California AG says federal privacy legislation should not include preemption
On February 25, California Attorney General Xavier Becerra sent a letter to the chairmen and ranking members of the Senate Committee on Commerce, Science and Transportation and the House Committee on Energy and Commerce, asking lawmakers to not preempt state laws as they draft federal privacy legislation. While Becerra expressed his appreciation for Congress’ efforts to address consumer privacy issues through legislation, he stated, “I encourage Congress to favor legislation that sets a federal privacy-protection floor rather than a ceiling, allowing my state—and others that may follow—the opportunity to provide further protections tailored to our residents.” To emphasize his position, Becerra provided an update on the California Consumer Privacy Act (CCPA), which confers significant new privacy rights to California consumers concerning the collection, use, disclosure, and sale of their personal information by covered businesses, service providers, and third parties. The CCPA took effect January 1 but will not be enforced until July 1 following promulgation of the attorney general’s CCPA regulations. (See continuing InfoBytes coverage on the CCPA here.)
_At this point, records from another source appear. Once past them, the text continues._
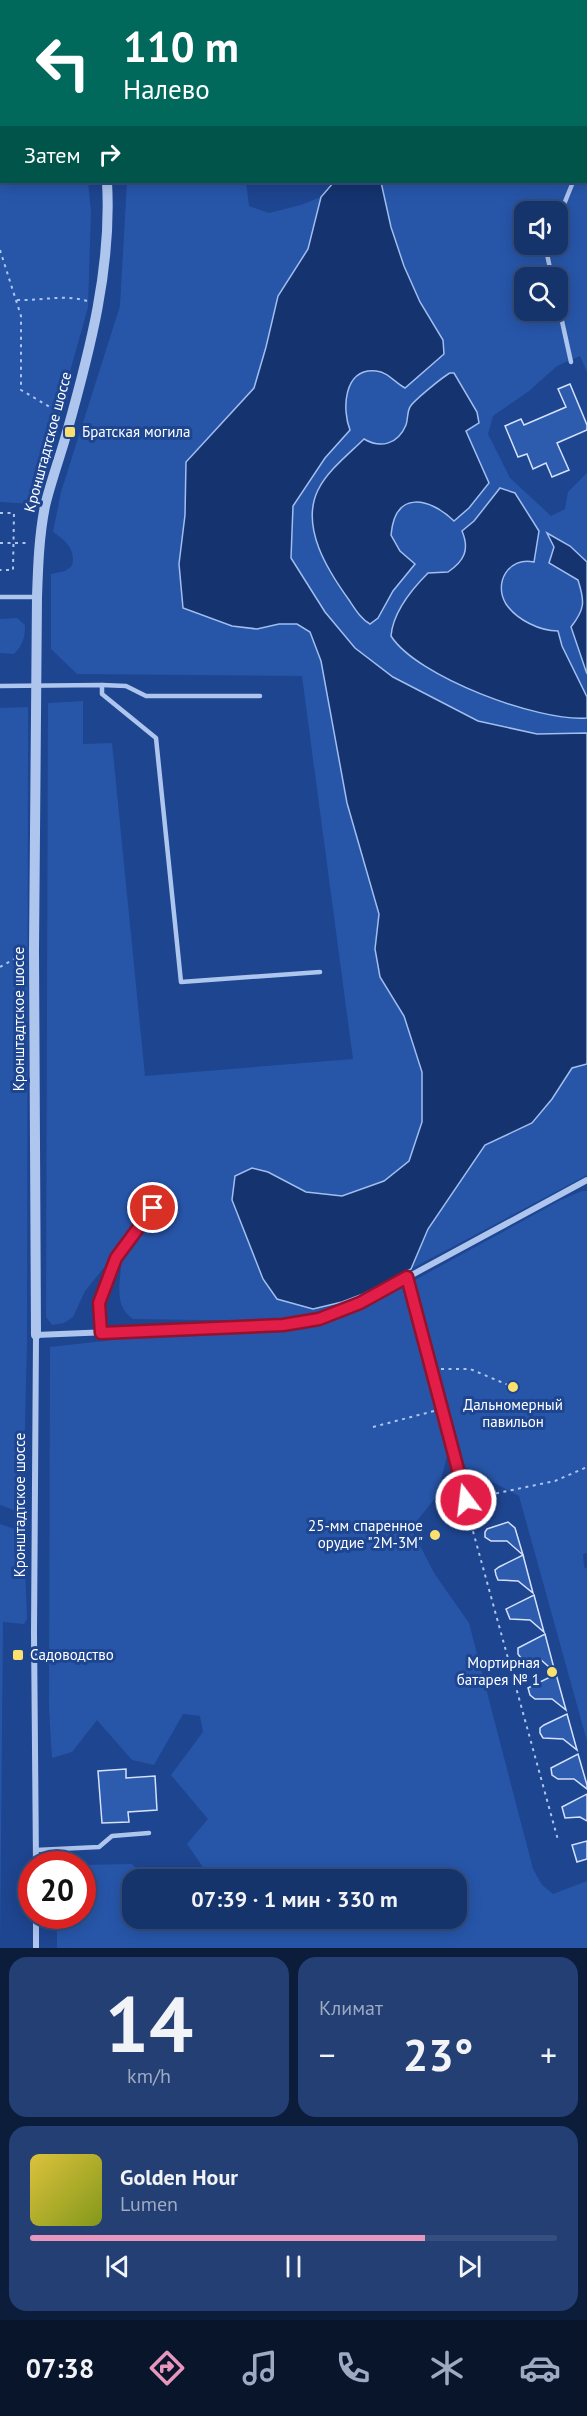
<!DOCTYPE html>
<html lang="ru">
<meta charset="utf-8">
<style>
:root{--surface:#16346c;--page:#233f74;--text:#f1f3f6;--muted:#9eaac2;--line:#354f7f;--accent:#e797bd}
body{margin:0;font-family:"PT Sans",sans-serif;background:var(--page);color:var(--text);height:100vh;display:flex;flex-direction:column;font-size:22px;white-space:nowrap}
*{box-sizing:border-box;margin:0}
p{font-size:20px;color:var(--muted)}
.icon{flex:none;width:33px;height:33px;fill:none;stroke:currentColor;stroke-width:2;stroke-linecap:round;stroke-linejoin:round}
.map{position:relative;height:1948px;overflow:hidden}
.drawer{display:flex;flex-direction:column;gap:9px;padding:9px;background:#0c1d3b;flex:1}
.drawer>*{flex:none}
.guide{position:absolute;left:0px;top:0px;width:588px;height:183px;box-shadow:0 3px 15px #0003,0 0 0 2px var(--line);background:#00695c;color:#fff;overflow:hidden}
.fabs{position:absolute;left:514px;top:201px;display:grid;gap:12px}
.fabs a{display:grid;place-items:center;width:54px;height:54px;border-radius:12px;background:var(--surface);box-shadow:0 3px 15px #0003,0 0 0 2px var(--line);font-size:30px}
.speed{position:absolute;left:18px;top:1851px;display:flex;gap:12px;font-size:30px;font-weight:700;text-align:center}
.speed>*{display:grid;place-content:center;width:78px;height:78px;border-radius:50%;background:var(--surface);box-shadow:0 3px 15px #0003,0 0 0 2px var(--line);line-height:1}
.speed .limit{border:9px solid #d22;background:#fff;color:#111}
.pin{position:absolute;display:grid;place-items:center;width:51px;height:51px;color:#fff;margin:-26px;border:3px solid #fff;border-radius:50%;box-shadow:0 2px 6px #0007}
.me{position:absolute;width:66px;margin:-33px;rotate:345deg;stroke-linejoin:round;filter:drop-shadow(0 0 4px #0008)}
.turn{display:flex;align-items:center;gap:21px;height:126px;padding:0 24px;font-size:27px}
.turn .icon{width:78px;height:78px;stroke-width:2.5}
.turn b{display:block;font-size:42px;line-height:51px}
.then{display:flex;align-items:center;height:57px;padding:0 24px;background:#0003;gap:12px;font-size:22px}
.big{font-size:45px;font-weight:600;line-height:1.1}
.drawer .tile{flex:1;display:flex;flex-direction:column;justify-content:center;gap:9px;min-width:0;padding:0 21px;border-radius:18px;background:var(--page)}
.drawer .dial{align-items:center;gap:0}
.dial b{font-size:78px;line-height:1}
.song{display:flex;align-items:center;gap:18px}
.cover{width:72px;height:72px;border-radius:9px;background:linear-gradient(135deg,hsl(50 70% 55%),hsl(70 70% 35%))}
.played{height:6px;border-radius:3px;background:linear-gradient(90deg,var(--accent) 75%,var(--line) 75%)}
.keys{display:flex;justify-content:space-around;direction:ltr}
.heat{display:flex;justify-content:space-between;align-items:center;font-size:33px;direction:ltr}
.drawer .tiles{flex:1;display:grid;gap:9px;grid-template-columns:1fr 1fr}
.tile:last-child{grid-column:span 2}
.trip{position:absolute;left:122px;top:1869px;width:345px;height:60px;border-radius:18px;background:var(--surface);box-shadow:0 3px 15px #0003,0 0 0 2px var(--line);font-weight:600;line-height:60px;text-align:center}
.menu{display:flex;height:96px;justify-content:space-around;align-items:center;background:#09152b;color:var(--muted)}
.menu .icon{width:42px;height:42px}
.menu .current{color:var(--accent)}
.menu b{font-size:27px;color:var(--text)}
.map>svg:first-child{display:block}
</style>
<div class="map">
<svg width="587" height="1948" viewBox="0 0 587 1948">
<rect width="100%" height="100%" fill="#1e4590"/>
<!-- green -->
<g fill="#2756a9" fill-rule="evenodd">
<path d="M0 0 70 1 2 2V182H88L91 212 88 307 33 504 0 502Z"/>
<path d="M587 95V372L580 356 557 366 529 391 493 416 488 434 510 478 551 516 565 509 568 492 587 473V562L570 546 547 534 554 547 561 570 578 580C585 602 585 609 571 628L587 674V697L562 646 558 631C523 631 480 595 516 562H534L539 531 515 493 500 488 474 521 462 530C469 550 464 561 448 572L428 573C411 590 394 612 391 636 415 675 542 721 587 718V733L537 734 478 721 393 677 355 648 325 612 291 558 293 506 325 458 350 430C336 389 359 350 400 386L443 340C410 292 393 238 381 182H586ZM525 212H558V244H525ZM525 278H558V310H525ZM454 373 477 412 466 430 489 483 454 521C428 498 396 489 391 535L400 551 414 564 393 591 378 618 366 621C336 590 300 536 318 491 326 471 349 454 364 439 380 449 397 444 405 426 408 420 407 413 410 408 413 401 446 379 454 373Z"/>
<path d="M127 182H246L249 206 269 213 301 205 321 197 308 249 278 296 266 347 254 388 186 462 185 515 179 564 257 629 279 624H297L310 632 321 661 347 803 379 914 375 949 380 977 404 1016 422 1072V1122L409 1161 384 1181 342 1196 306 1192 268 1172 252 1168 235 1176 232 1201 263 1279 342 1302 363 1294V1298L319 1315 282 1321 133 1319C114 1306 120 1285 121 1265L111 1259 85 1291 73 1317 64 1323 52 1325 46 1317 48 703 83 701V744L112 743 145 1076 353 1059 302 676 77 674 51 649V574L65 571 72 566C76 549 66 541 53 532L61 492 120 306Z"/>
<path d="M17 618 25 625C25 637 23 645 14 654L0 653V619Z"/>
<path d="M28 707 27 1341 23 1508 16 1511 0 1505V708Z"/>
<path d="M587 1064V1175L411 1269 428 1229 485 1145 532 1123 552 1099 572 1068Z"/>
<path d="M582 1191H587V1553L583 1554 584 1567 587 1569V1741L519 1496 465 1467 415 1280 559 1201Z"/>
<path d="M403 1286 448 1452 437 1496 411 1528 434 1573 469 1623 533 1869 542 1885 553 1894 587 1881V1948H57V1916H82L83 1865 132 1864 147 1879 132 1880V1918H456V1880L207 1879V1873L187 1844 208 1819 171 1775 203 1732 200 1716 183 1714 154 1765 132 1760 97 1720 72 1752 52 1758 49 1708 50 1347 140 1337 286 1329 321 1322Z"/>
<path d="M0 1524 17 1530 24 1539 27 1619 24 1624 3 1622 0 1948Z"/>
</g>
<!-- water -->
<g fill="#14336f" stroke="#a1beef" stroke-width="1.5">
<path d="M334 182H381L391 227 404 266 420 302 443 340 444 354 405 388C395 383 388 372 376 371 343 368 342 410 350 430L325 458 293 506 291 558 325 612 355 648 393 677 478 721 537 734 587 733V1064L572 1068 552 1099 532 1123 485 1145 428 1229 411 1269 363 1294 342 1302 313 1309 277 1299 263 1279 232 1200 235 1176 252 1168 268 1172 306 1192 342 1196 384 1181 409 1161 422 1122V1072L404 1016 380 977 375 949 379 914 347 803 321 661 310 632 297 624H279L257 629 232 626 183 608 179 564 185 515 186 462 254 388 266 347 278 296 308 249 321 197Z"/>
<path d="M450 373H454L477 412 479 423 466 431 489 483 469 508 454 521C429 497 395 490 391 535L400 551 415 564 393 591 378 618 370 624C361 619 355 609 349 600 328 571 300 527 318 490 328 470 349 454 364 439 381 449 398 444 406 425 408 420 407 412 410 407 413 401 444 376 450 373Z"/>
<path d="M500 488 515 493 539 531 534 562C509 556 493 583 506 604 517 620 540 631 558 631L562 646 587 697V718C539 722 417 677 391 636 393 612 411 590 428 573L448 572C464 561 470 550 462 531L474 521Z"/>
<path d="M547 533 570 546 587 562V674L571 627C585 609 585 602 578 580L549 563 554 547Z"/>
</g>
<!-- building -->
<g fill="#2d5bae" stroke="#d4e1fa" stroke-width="1.5">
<path d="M570 384 587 425V430L557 443 569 470 552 477 546 463 533 469 527 454 518 457 505 426 521 419 524 425 566 407 558 389Z"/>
<path d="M508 1522 515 1528 523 1555 507 1541H491L485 1537V1532L487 1529Z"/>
<path d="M523 1555 533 1593 518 1581 498 1580 496 1575 495 1570 499 1567Z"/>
<path d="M534 1595 544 1632 530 1620 510 1619 506 1609Z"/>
<path d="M545 1634 555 1672 541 1660 521 1658 518 1654V1648Z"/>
<path d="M556 1674 566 1710 552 1699H535L530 1695 528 1688Z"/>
<path d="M567 1714 577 1750 563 1739 543 1738 540 1733V1728L544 1725Z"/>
<path d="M578 1754 587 1785V1789L574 1779H558L552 1775 551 1768Z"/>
<path d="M126 1769V1778L155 1776 157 1810 128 1812 129 1822 102 1823 98 1771Z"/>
<path d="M587 1794V1821L580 1817 565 1818 562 1807Z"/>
<path d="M587 1841V1859L577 1862 572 1845Z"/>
</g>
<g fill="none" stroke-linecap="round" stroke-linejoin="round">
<!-- path -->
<g stroke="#aec5ee" stroke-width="2" stroke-dasharray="3 4.5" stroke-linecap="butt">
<path d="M0 250 21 316V390L60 413"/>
<path d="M17 300C41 301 63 294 87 301"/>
<path d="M0 513H14L13 570H0"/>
<path d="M0 543H27"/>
<path d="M0 967 21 955"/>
<path d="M441 1369H470L513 1387"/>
<path d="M373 1427 434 1411"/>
<path d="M474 1498 555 1481 587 1467"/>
<path d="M471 1524 558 1840"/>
</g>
<!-- service -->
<g stroke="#aec5ee" stroke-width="4.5">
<path d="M258 0V2"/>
<path d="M586 148 587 147"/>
<path d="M558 219 573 182"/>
<path d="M548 244 546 249 552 278"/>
<path d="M558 303 571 362"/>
<path d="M0 597H36"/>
<path d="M102 685 126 686 146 696H260"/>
<path d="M0 686 102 685V694L156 738 181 982 320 972"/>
<path d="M407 1277 466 1500"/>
<path d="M101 1333 99 1303 116 1258 153 1208"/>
<path d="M36 1850 99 1847 112 1836 149 1833"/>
</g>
<!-- minor -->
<g stroke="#aec5ee" stroke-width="6">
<path d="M36 1864 34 1633 36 1335 283 1325 319 1319 360 1303 587 1180"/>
<path d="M36 1948V1916"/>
</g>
<!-- tertiary -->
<g stroke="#aec5ee" stroke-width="10">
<path d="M86 0 87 2"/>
<path d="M36 1335 34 951 37 597C38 567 39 536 45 506 51 481 60 457 67 432 90 350 112 267 107 182"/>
</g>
</g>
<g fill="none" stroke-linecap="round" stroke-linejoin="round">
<defs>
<path id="route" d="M153 1208 116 1258 99 1303 101 1333 283 1325 319 1319 360 1303 407 1277 466 1500"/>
</defs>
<!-- route casing -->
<use href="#route" stroke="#92132f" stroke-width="15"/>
<!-- route -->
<use href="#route" stroke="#e11d48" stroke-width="10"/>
</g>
<!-- markers -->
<g fill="#fce06d" stroke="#1e4590" stroke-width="2">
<rect x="64" y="426" width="12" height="12" rx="3"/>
<circle cx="513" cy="1387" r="6"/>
<circle cx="435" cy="1535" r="6"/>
<rect x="12" y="1649" width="12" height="12" rx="3"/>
<circle cx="552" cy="1672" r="6"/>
</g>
<g text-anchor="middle" stroke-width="6" stroke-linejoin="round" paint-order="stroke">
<!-- poi labels -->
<g font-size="15" fill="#fff" stroke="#1e4590" text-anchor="start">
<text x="82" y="437">Братская могила</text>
<text x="513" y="1410" text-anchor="middle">Дальномерный<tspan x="513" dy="17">павильон</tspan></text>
<text x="423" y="1531" text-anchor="end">25-мм спаренное<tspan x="423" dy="17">орудие "2М-3М"</tspan></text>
<text x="30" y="1660">Садоводство</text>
<text x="540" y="1668" text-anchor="end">Мортирная<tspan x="540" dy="17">батарея № 1</tspan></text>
</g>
<!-- street labels -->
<g font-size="15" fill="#fff" stroke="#1e4590">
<text transform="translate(48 442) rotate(-75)" y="5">Кронштадтское шоссе</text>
<text transform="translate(19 1019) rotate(-90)" y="5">Кронштадтское шоссе</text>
<text transform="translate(20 1505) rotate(-90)" y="5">Кронштадтское шоссе</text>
</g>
</g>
</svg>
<div class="fabs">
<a><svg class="icon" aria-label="sound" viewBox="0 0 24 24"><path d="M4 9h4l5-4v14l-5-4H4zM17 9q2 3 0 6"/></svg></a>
<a><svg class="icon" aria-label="search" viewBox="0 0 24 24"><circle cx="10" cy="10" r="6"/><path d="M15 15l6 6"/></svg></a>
</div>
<div class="speed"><div class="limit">20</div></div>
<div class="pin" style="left:153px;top:1208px;background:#d93025"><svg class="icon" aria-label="arrive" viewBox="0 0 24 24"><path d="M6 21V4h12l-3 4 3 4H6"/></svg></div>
<svg class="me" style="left:466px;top:1500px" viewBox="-20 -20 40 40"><circle r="17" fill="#e11d48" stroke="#fff" stroke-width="3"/><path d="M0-11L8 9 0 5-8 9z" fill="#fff"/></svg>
<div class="trip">07:39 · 1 мин · 330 m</div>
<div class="guide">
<div class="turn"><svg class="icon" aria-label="left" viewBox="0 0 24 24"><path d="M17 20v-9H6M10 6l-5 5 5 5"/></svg><div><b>110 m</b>Налево</div></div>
<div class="then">Затем<svg class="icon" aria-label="right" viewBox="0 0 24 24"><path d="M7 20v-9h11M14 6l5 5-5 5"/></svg></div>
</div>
</div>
<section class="drawer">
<div class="tiles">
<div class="tile dial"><b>14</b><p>km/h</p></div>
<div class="tile"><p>Климат</p>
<div class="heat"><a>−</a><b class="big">23°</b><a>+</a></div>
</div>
<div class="tile">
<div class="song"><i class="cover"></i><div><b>Golden Hour</b><p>Lumen</p></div></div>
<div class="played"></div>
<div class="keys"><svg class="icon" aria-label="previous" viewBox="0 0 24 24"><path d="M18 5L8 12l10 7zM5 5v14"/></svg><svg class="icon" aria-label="pause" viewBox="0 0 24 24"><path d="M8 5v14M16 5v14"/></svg><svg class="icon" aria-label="next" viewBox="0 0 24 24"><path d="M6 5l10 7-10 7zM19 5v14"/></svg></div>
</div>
</div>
</section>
<nav class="menu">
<b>07:38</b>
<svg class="icon current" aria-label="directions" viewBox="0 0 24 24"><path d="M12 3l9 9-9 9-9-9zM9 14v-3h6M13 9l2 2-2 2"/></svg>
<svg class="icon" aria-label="music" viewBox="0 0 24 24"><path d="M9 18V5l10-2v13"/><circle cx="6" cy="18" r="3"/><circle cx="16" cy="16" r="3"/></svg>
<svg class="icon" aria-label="phone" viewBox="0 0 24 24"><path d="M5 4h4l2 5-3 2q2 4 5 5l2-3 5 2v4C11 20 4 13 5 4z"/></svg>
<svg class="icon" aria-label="climate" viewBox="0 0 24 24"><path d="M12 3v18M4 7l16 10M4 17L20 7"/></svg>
<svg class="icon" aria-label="car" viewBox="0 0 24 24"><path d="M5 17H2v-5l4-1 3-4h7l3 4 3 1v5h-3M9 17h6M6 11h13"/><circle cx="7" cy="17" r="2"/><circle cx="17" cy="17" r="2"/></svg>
</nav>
Becerra outlined several criteria for Congress to consider when drafting privacy legislation, encouraging Congress to “develop a final bill that builds on the rights afforded by [the] CCPA” as well as the additional guidance within the proposed regulations. These include the right for consumers to (i) “access, correct, and delete personal information that has been collected”; (ii) “minimize data collection, processing, and retention”; (iii) “data portability among services”; and (iv) “know what data is collected and processed and for what reasons.” In addition, Becerra stated that Congress should make clear that state attorneys general have “parallel enforcement authority” and that consumers are granted a private right of action to protect their rights.